Extracted material START

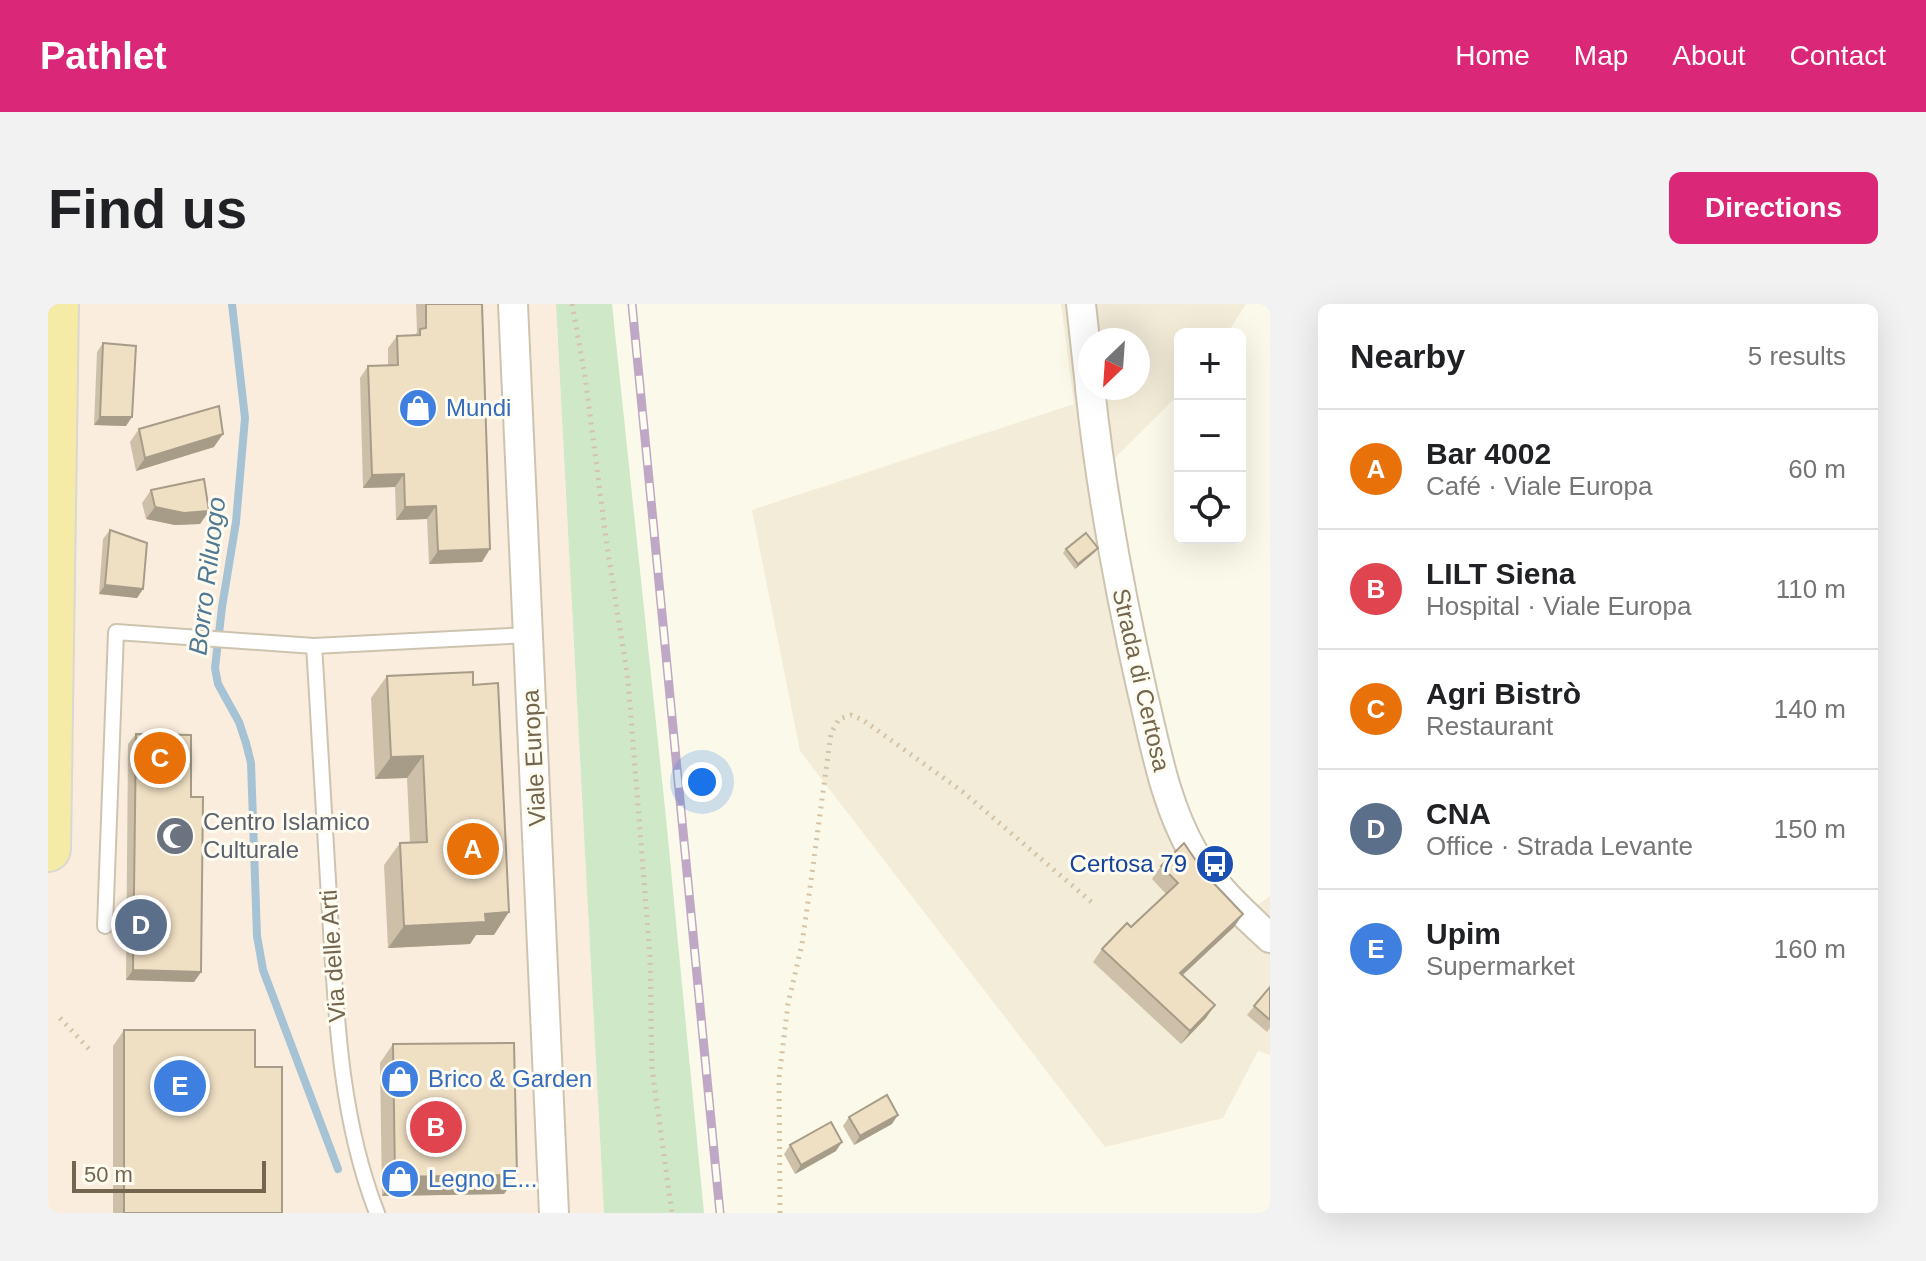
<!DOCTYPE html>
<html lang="en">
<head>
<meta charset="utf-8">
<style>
	body { margin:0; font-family:Helvetica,sans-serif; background:#f2f2f2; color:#202124 }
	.controls { position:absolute; right:24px; top:24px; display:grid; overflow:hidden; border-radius:12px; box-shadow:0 8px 32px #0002 }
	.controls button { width:72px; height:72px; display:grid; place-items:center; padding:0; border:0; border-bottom:2px solid #e0e0e0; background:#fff; color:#202124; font:40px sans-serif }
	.compass { position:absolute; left:1030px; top:24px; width:72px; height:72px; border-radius:50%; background:#fff; box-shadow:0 8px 32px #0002; rotate:205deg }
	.scale { position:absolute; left:24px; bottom:20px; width:194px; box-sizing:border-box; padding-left:8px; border:4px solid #74654e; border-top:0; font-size:22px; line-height:28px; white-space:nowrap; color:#74654e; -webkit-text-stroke:6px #fefcf0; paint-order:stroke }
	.you { position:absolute; left:654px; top:478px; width:28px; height:28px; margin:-20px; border:6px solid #fff; border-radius:50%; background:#1a73e8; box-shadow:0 0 0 12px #1a73e833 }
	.badge { display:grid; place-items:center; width:52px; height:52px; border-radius:50%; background:#db2777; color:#fff; font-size:26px; font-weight:700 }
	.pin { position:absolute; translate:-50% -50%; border:4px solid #fff; box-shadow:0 2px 8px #0006 }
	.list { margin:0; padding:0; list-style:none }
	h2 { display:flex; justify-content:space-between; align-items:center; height:104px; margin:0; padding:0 32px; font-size:34px }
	h2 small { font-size:26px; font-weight:400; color:#757577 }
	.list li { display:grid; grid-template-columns:52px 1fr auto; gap:24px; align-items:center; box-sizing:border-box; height:120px; padding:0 32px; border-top:2px solid #e0e0e0 }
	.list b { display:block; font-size:30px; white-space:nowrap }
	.list p { margin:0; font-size:26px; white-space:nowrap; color:#757577 }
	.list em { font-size:26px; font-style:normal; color:#757577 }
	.icon { flex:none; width:44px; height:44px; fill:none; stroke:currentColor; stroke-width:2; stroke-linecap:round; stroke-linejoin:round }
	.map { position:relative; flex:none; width:1222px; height:909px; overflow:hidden; border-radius:12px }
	header { display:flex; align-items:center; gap:48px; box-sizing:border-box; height:112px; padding:0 40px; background:#db2777; color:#fff }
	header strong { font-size:38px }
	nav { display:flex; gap:44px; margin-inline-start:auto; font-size:28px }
	.intro { display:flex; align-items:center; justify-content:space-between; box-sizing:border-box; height:192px; padding:0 48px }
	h1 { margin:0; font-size:56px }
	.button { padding:20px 36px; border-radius:12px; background:#db2777; color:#fff; font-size:28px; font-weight:700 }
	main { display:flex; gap:48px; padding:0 48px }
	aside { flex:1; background:#fff; border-radius:12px; box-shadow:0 8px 32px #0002 }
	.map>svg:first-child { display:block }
	.residential { fill:#f2ecd8; fill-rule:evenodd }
	.commercial { fill:#fbedde }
	.green { fill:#cee8c8 }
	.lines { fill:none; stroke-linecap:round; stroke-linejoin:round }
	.stream { stroke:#a6c2d5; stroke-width:8 }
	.service-casing { stroke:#cdc4b0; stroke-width:18 }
	.minor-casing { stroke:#cdc4b0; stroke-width:32 }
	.primary-casing { stroke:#dbd7d1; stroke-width:48 }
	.path { stroke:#d4c3a6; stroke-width:5; stroke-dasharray:2 6; stroke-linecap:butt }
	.service { stroke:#fff; stroke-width:14 }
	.minor { stroke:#fff; stroke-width:28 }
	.primary { stroke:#f5eba7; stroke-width:44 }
	.rail-casing { stroke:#bfa8c5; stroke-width:9 }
	.rail { stroke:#fefcf0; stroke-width:6; stroke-dasharray:18; stroke-linecap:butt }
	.wall { fill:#cec0a8 }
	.shaded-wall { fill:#a79c88 }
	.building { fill:#efdfc3; stroke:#a79c88; stroke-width:2 }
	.labels { text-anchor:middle; stroke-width:6; stroke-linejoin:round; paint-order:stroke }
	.shop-label { font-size:24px; fill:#366cbe; stroke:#fefcf0; text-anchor:start }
	.street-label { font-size:24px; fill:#74654e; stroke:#fefcf0 }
	.worship-label { font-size:24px; fill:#5b616d; stroke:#fefcf0; text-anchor:start }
	.transit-label { font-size:24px; fill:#164399; stroke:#fefcf0; text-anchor:end }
	.water-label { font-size:26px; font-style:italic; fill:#507994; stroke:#fefcf0 }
</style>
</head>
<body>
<header>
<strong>Pathlet</strong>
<nav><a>Home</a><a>Map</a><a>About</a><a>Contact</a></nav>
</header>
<div class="intro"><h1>Find us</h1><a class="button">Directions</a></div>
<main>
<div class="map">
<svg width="1222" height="909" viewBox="0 0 1222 909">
	<rect width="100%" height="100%" fill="#fbf9e9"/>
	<!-- residential -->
	<path class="residential" d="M1013 0H1198L1179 30H1132V89L1065 156 1104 390 1123 457 1146 521 1160 548 1183 578 1207 603 1222 592V751L1210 747 1175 814 1057 843 752 447 704 206 1026 100ZM1042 36H1090V84H1042Z"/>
	<!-- commercial -->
	<path class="commercial" d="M0 0H508L556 909H0Z"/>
	<!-- green -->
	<path class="green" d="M508 0H564L618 514 656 909H556Z"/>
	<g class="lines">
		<!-- stream -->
		<path class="stream" d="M184 0 197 114 188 218 174 303 167 364 170 380 191 418 198 439 203 459 209 632 215 666 290 865"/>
		<defs>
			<g id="service">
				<path d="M266 342C272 431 277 520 282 610 288 710 292 815 329 909"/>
				<path d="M57 622 68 328 266 342 480 331"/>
			</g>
			<g id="minor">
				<path d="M465 0 506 909"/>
				<path d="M1033 0 1042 82"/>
				<path d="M1042 84C1053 187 1072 290 1095 391 1108 445 1117 499 1145 548 1164 581 1194 608 1222 634"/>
			</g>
			<path id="primary" d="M0 545 8 0"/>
		</defs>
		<!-- service casing -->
		<use href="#service" class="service-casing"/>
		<!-- minor casing -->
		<use href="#minor" class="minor-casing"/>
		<!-- primary casing -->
		<use href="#primary" class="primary-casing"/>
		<!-- path -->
		<g class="path">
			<path d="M524 0 537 72 559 242 580 376 602 652 604 765 624 909"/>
			<path d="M12 714 41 745"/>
			<path d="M732 909 731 774 740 700 754 640 762 584 783 429 791 415 803 411 815 416 915 488 1047 601"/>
		</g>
		<!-- service -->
		<use href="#service" class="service"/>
		<!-- minor -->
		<use href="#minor" class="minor"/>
		<!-- primary -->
		<use href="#primary" class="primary"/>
		<defs>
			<path id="rail" d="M584 0 672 909"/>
		</defs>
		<!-- rail casing -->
		<use href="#rail" class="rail-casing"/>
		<!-- rail -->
		<use href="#rail" class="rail"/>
	</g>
	<!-- wall -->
	<g class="wall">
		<path d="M368 0H434V258L381 260 379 215 348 216 347 183 315 184 312 74 320 62 340 61V44L349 32 367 31 369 28Z"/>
		<path d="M55 39 78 122 46 121 49 48Z"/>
		<path d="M91 125 166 143 88 167 82 138Z"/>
		<path d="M103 186 161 207 152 220 127 221 98 215 94 199Z"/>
		<path d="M62 226 95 285 89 294 51 290 55 235Z"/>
		<path d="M1018 245 1047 248 1027 265 1015 249Z"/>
		<path d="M425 368 446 631H428L422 640 340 644 336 561 352 539H362L359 474 327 475 323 394 339 372Z"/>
		<path d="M88 430 153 668 146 678 78 676 80 440Z"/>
		<path d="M1113 562 1157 570 1195 610 1186 623 1134 671 1158 714 1133 740 1045 658 1054 645 1083 623 1118 590 1104 575Z"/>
		<path d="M1222 683V724L1219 728 1199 711Z"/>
		<path d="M76 726 207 763 234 909H65V742Z"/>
		<path d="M345 740 469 871 456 890 334 892 332 759Z"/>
		<path d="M801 813 844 820 806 841 795 822Z"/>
		<path d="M742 841 788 847 747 870 736 850Z"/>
	</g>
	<!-- shaded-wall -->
	<g class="shaded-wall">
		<path d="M52 113H84L78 122 46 121Z"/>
		<path d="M175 130 166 143 88 167 97 154Z"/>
		<path d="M356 170 347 183 315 184 324 171Z"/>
		<path d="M388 202 379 215 348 216 357 203Z"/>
		<path d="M107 203 161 207 152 220 127 221 98 215Z"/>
		<path d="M1050 244 1047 248 1027 265 1030 260Z"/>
		<path d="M442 245 434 258 381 260 390 247Z"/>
		<path d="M57 281 95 285 89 294 51 290Z"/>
		<path d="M375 452 359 474 327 475 343 453Z"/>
		<path d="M461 608 446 631H428L422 640 340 644 356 622 437 610Z"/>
		<path d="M1195 610 1186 623 1123 682 1132 669Z"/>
		<path d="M85 666 153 668 146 678 78 676Z"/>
		<path d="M1167 701 1158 714 1133 740 1142 727Z"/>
		<path d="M850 811 844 820 806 841 812 832Z"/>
		<path d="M794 838 788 847 747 870 753 861Z"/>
		<path d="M469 871 456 890 334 892 347 873Z"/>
	</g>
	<!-- building -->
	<g class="building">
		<path d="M378 0H434L442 245 390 247 388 202 357 203 356 170 324 171 320 62 350 61 349 32 372 31V25L378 24Z"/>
		<path d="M55 39 88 42 84 113H52Z"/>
		<path d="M171 102 175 130 97 154 91 125Z"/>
		<path d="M156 175 161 207 136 209 107 203 103 186Z"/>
		<path d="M62 226 99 239 95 285 57 281Z"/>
		<path d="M1038 229 1050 244 1030 260 1018 245Z"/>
		<path d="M425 368V381L450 379 461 608 437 610 438 618 356 622 352 539 379 538 375 452 343 453 339 372Z"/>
		<path d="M88 430 143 431V493H155L153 668 85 666Z"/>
		<path d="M1136 539 1157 570 1195 610 1132 669 1167 701 1142 727 1054 645 1079 619 1083 623 1130 579 1113 562Z"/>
		<path d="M1222 683V716L1206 702Z"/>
		<path d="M76 726H207V763H234V909H76Z"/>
		<path d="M466 739 469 871 347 873 345 740Z"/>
		<path d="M839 791 850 811 812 832 801 813Z"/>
		<path d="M783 818 794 838 753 861 742 841Z"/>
	</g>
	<!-- icons -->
	<defs>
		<symbol id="shop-disc" viewBox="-11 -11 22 22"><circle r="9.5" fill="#3f7fe0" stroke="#fefcf0"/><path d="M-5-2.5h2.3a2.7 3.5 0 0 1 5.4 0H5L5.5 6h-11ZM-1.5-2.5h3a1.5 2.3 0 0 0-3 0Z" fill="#fff"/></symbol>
		<symbol id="mosque-disc" viewBox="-11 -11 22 22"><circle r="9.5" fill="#6b7280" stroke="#fefcf0"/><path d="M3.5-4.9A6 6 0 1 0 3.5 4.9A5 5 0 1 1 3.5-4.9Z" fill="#fff"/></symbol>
		<symbol id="bus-disc" viewBox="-11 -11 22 22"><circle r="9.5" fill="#1a4fb4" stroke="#fefcf0"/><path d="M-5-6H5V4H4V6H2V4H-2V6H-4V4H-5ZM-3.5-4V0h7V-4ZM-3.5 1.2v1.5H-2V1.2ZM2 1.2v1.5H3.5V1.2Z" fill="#fff"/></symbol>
	</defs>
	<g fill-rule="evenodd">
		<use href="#shop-disc" x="348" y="82" width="44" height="44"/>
		<use href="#mosque-disc" x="105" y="510" width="44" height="44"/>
		<use href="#bus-disc" x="1145" y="538" width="44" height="44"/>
		<use href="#shop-disc" x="330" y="753" width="44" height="44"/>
		<use href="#shop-disc" x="330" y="853" width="44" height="44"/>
	</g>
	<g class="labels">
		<!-- shop labels -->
		<g class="shop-label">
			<text x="398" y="112">Mundi</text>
			<text x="380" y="783">Brico &amp; Garden</text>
			<text x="380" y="883">Legno E...</text>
		</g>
		<!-- street labels -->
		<g class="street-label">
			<text transform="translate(1093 376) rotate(77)" y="8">Strada di Certosa</text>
			<text transform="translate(486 454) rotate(-93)" y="8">Viale Europa</text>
			<text transform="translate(285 652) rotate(-94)" y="8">Via delle Arti</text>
		</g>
		<!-- worship labels -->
		<g class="worship-label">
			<text x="155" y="526">Centro Islamico<tspan x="155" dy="28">Culturale</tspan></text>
		</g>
		<!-- transit labels -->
		<g class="transit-label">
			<text x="1139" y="568">Certosa 79</text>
		</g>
		<!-- water labels -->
		<g class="water-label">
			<text transform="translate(159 272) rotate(-83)" y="9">Borro Riluogo</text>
		</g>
	</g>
</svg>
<div class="controls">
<button>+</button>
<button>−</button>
<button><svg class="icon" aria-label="locate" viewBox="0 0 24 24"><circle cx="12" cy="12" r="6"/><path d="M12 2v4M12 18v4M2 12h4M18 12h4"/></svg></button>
</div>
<svg class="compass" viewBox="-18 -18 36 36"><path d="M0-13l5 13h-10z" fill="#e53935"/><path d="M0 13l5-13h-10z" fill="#757577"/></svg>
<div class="scale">50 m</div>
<div class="you"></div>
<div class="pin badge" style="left:425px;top:545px;background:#e8710a">A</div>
<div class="pin badge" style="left:388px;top:823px;background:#e0444e">B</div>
<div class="pin badge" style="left:112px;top:454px;background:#e8710a">C</div>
<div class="pin badge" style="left:93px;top:621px;background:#5c6f8a">D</div>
<div class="pin badge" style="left:132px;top:782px;background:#3f7fe0">E</div>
</div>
<aside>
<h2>Nearby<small>5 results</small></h2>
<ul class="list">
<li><span class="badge" style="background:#e8710a">A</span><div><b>Bar 4002</b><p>Café · Viale Europa</p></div><em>60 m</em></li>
<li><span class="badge" style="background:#e0444e">B</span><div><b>LILT Siena</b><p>Hospital · Viale Europa</p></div><em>110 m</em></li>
<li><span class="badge" style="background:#e8710a">C</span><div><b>Agri Bistrò</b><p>Restaurant</p></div><em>140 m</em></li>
<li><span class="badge" style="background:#5c6f8a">D</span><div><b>CNA</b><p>Office · Strada Levante</p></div><em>150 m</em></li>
<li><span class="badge" style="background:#3f7fe0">E</span><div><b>Upim</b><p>Supermarket</p></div><em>160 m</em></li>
</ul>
</aside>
</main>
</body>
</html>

Extracted material END

The lines to copy are those in the records above containing the word "compass".

**Response to the task:**
	.compass { position:absolute; left:1030px; top:24px; width:72px; height:72px; border-radius:50%; background:#fff; box-shadow:0 8px 32px #0002; rotate:205deg }
<svg class="compass" viewBox="-18 -18 36 36"><path d="M0-13l5 13h-10z" fill="#e53935"/><path d="M0 13l5-13h-10z" fill="#757577"/></svg>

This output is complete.